There will also be a variety of aircraft on the ground for close-up viewing. The impressive static display will feature an Austrian C-130K Hercules, two of the Belgian Air Force’s F-16s, the Danish EH-101 Merlin and The Royal Canadian Air Force’s CP-140 Aurora and C-130H Hercules.
In addition to showcasing aircraft from across the globe, this year, the airshow is turning its spotlight to space to celebrate 50 years since the first moon landing.
The airshow’s theme, Air and Space: Inspiring the Next Generation Air Force looks at some of the exciting ways organisations are reaching out into space and has attracted a whole universe of innovative exhibitors, including Lockheed Martin, BAE Systems and British astronaut Major Tim Peake who will be visiting for the first time.
He said: “I’ve been wanting to attend the Royal International Air Tattoo for some time and this year’s ‘Space’ theme presented the perfect opportunity. I’m really looking forward to it!”

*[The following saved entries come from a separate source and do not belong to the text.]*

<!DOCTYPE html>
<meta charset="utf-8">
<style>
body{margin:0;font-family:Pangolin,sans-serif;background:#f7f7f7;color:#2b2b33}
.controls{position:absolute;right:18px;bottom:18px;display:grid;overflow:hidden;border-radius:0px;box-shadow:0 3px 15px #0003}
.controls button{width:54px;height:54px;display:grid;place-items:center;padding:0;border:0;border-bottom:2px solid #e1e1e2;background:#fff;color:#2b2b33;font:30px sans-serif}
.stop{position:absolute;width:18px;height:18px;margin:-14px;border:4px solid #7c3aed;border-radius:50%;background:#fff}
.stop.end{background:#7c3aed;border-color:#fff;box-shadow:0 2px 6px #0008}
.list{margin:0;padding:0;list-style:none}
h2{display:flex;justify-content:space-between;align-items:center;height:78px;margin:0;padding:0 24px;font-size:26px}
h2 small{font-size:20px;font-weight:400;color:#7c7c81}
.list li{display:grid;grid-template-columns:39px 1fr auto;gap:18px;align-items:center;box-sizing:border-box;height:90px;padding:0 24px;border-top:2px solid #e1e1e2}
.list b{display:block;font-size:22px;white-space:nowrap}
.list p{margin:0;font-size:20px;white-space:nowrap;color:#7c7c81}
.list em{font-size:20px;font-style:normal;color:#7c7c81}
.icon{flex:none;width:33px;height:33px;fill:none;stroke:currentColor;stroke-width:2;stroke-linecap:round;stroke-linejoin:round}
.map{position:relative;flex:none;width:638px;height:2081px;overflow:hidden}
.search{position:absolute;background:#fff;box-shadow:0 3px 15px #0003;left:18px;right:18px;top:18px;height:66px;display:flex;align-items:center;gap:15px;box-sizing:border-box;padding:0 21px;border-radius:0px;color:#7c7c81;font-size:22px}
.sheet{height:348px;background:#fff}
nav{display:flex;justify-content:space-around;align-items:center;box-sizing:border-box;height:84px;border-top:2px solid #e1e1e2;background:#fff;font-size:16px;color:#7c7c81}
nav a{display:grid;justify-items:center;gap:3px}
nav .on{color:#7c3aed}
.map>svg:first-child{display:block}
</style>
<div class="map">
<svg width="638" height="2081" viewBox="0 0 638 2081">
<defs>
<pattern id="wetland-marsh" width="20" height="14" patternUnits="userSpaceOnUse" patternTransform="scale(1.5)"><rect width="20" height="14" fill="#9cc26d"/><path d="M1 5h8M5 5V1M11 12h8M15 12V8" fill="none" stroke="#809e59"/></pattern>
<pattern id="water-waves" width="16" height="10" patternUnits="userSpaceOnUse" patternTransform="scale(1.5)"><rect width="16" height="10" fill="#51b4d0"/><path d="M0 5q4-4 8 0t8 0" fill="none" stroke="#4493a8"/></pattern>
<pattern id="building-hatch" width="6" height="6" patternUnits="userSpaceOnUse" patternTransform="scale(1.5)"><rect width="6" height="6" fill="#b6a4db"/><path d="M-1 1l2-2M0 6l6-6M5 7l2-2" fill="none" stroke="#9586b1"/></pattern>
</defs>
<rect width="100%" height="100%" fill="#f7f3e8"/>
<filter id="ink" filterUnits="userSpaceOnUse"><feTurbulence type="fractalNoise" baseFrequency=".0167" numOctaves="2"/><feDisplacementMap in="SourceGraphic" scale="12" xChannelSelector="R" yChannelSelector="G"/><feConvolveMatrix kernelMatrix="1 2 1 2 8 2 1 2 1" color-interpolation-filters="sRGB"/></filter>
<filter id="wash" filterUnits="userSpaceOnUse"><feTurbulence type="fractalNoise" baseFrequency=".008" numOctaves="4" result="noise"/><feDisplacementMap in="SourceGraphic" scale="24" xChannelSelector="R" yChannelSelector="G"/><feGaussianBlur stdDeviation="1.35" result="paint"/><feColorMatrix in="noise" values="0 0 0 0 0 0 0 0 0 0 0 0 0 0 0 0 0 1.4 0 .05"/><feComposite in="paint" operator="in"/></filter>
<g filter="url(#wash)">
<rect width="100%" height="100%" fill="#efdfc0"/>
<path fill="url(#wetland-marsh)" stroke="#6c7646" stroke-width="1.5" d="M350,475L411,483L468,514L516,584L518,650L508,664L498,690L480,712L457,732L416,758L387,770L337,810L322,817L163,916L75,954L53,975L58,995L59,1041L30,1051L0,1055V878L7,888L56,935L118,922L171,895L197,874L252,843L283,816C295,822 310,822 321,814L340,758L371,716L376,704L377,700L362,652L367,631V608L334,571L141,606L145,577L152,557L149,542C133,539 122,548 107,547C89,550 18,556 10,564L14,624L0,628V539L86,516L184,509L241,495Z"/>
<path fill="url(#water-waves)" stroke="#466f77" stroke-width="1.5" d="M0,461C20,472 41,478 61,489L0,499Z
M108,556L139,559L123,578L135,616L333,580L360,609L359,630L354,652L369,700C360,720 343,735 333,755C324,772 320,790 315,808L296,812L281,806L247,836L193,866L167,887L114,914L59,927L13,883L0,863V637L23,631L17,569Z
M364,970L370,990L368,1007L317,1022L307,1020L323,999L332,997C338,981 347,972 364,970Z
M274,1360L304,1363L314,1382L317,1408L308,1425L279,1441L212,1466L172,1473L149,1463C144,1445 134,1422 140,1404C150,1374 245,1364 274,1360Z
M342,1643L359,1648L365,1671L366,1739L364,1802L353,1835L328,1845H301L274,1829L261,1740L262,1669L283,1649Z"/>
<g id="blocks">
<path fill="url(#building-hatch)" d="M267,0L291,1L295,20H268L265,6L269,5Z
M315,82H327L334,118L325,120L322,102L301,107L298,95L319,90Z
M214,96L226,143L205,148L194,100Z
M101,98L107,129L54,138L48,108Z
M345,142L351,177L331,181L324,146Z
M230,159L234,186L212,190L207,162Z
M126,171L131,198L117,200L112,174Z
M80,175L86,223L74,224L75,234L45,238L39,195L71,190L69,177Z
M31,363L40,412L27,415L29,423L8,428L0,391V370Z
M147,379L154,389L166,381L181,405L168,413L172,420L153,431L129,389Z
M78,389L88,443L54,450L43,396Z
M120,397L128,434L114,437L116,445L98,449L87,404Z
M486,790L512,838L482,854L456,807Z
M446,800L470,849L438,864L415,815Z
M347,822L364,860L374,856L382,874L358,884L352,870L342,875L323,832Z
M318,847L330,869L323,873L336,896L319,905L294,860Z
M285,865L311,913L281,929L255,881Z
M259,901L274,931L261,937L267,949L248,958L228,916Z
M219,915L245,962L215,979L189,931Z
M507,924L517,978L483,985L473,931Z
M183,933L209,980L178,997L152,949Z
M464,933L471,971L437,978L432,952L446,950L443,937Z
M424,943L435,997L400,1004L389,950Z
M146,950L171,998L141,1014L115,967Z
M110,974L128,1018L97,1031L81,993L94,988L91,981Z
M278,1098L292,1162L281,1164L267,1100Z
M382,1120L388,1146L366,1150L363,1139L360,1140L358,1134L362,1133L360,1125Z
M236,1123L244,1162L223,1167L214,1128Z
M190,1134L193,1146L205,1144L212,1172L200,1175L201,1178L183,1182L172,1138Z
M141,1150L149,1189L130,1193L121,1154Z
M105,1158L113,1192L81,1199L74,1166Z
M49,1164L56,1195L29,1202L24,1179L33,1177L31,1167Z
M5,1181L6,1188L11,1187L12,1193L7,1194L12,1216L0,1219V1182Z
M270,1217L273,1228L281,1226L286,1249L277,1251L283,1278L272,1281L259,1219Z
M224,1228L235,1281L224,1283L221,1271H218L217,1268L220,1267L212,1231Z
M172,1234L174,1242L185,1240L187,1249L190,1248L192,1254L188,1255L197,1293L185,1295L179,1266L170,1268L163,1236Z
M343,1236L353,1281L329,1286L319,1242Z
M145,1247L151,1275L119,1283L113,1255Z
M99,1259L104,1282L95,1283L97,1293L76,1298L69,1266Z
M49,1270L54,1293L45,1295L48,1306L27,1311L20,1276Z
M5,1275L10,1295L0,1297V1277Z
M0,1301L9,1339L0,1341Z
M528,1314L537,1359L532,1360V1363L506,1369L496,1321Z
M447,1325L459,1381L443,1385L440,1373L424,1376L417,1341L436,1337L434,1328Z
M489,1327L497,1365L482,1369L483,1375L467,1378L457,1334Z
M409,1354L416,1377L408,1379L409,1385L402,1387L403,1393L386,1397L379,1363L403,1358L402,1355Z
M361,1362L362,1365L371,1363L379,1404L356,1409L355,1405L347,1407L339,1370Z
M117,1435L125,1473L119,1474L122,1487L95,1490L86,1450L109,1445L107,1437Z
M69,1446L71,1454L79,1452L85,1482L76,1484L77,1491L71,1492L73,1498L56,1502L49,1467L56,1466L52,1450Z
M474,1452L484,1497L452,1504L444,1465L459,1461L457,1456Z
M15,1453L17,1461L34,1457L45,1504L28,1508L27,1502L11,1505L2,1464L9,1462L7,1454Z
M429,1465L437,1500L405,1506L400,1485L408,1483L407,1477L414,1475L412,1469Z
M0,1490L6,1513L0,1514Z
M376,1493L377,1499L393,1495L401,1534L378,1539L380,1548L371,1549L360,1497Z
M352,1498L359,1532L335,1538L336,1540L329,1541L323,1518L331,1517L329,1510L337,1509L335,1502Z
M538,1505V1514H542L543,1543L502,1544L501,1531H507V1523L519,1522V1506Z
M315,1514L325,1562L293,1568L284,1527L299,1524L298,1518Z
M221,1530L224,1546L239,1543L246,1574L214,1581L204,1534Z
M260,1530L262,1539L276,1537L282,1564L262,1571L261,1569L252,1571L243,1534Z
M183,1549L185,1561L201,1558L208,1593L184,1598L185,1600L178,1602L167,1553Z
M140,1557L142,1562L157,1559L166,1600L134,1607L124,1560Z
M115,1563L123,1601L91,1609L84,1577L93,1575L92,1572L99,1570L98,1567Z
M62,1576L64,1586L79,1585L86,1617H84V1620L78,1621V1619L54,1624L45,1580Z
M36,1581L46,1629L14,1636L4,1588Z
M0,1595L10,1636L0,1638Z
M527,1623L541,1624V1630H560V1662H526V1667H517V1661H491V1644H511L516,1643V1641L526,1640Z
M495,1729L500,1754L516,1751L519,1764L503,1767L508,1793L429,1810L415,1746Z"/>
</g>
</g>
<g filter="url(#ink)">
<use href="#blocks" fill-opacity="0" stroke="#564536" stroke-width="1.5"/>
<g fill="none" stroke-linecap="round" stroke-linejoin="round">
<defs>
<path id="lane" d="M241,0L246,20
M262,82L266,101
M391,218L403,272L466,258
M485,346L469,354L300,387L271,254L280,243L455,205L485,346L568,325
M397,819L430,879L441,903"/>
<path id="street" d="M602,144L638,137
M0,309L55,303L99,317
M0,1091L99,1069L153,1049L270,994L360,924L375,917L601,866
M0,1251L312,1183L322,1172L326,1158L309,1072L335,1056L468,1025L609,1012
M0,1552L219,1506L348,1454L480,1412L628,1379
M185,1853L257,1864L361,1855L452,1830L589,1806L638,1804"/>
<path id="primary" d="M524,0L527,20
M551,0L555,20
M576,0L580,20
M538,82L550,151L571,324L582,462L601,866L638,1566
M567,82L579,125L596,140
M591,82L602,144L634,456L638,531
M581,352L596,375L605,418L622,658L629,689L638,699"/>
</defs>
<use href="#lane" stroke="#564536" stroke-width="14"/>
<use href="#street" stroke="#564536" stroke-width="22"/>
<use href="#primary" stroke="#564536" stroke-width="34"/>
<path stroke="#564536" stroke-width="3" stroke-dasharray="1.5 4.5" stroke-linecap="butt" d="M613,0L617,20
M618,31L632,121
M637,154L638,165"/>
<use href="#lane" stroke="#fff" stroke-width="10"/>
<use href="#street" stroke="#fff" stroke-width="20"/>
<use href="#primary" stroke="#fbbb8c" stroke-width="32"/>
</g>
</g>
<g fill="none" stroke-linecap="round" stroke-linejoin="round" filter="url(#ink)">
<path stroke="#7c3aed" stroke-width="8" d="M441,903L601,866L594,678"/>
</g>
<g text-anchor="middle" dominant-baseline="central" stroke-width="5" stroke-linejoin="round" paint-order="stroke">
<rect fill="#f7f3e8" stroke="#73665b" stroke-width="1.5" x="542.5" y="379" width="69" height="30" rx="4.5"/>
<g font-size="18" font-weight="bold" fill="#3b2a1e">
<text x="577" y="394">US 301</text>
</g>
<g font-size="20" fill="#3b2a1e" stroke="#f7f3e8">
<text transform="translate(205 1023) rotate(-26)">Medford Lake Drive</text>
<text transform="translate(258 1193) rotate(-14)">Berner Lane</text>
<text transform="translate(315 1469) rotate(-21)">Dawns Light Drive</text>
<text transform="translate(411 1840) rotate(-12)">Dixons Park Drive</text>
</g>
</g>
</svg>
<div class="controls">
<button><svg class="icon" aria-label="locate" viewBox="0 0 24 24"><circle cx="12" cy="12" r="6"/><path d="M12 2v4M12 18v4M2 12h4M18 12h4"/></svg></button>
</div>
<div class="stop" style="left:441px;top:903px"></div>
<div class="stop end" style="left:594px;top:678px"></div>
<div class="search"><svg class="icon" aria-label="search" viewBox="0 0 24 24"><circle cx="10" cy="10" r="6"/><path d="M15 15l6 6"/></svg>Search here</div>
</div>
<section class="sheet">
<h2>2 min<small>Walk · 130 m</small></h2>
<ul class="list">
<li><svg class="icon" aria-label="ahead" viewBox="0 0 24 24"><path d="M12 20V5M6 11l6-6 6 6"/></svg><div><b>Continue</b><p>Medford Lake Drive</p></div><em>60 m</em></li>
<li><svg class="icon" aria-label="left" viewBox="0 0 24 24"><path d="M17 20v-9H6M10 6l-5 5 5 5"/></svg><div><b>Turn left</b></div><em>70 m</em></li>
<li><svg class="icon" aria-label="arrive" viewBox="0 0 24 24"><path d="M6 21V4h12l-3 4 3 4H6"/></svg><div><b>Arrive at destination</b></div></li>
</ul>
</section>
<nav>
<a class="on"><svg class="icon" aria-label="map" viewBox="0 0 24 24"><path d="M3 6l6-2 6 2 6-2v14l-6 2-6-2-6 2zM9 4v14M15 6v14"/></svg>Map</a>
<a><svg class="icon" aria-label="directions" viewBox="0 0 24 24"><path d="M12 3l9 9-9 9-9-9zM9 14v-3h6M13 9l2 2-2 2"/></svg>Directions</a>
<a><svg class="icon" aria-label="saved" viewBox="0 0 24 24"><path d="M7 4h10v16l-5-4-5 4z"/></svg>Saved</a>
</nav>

History of the Royal International Air Tattoo:
The first Air Tattoo was staged at North Weald Airfield in Essex in 1971, with just over 100 aircraft taking part. The event was founded by Paul Bowen and Timothy Prince, who were CAA air traffic controllers, and Air Marshal Sir Denis Crowley-Milling. From 1973 to 1983 it was held intermittently at RAF Greenham Common, initially under the title of the Royal Air Forces Association, South Eastern Area, Air Tattoo before moving to RAF Fairford in 1985. The show became the International Air Tattoo in 1976, and recognition of its unique status was granted by Queen Elizabeth II in 1996, when the current Royal International Air Tattoo title was adopted. The show took place at Fairford every two years until it became an annual show from 1993. Due to redevelopment work at RAF Fairford the show was held at RAF Cottesmore, Rutland in 2000 and 2001. Guinness World Records have recognized RIAT 2003 as the world’s largest ever military airshow, with 535 aircraft in attendance. In 2014 224 aircraft from 32 air arms were on display. The event has had a number of air show firsts, including the first display and landing of the B-2A Spirit stealth bomber outside the United States of America during the 1997 “50 Years of the USAF” event and in 2008 the first landing of the Lockheed F-22 Raptor in Europe. The show is a showcase for the world’s military, and has become an important precursor to the Farnborough Airshow, which takes place a week after RIAT, every ‘even’ year. It allows the military aerospace industry to display and present its products outside the commercial pressures of the Farnborough show. (source Wikipedia).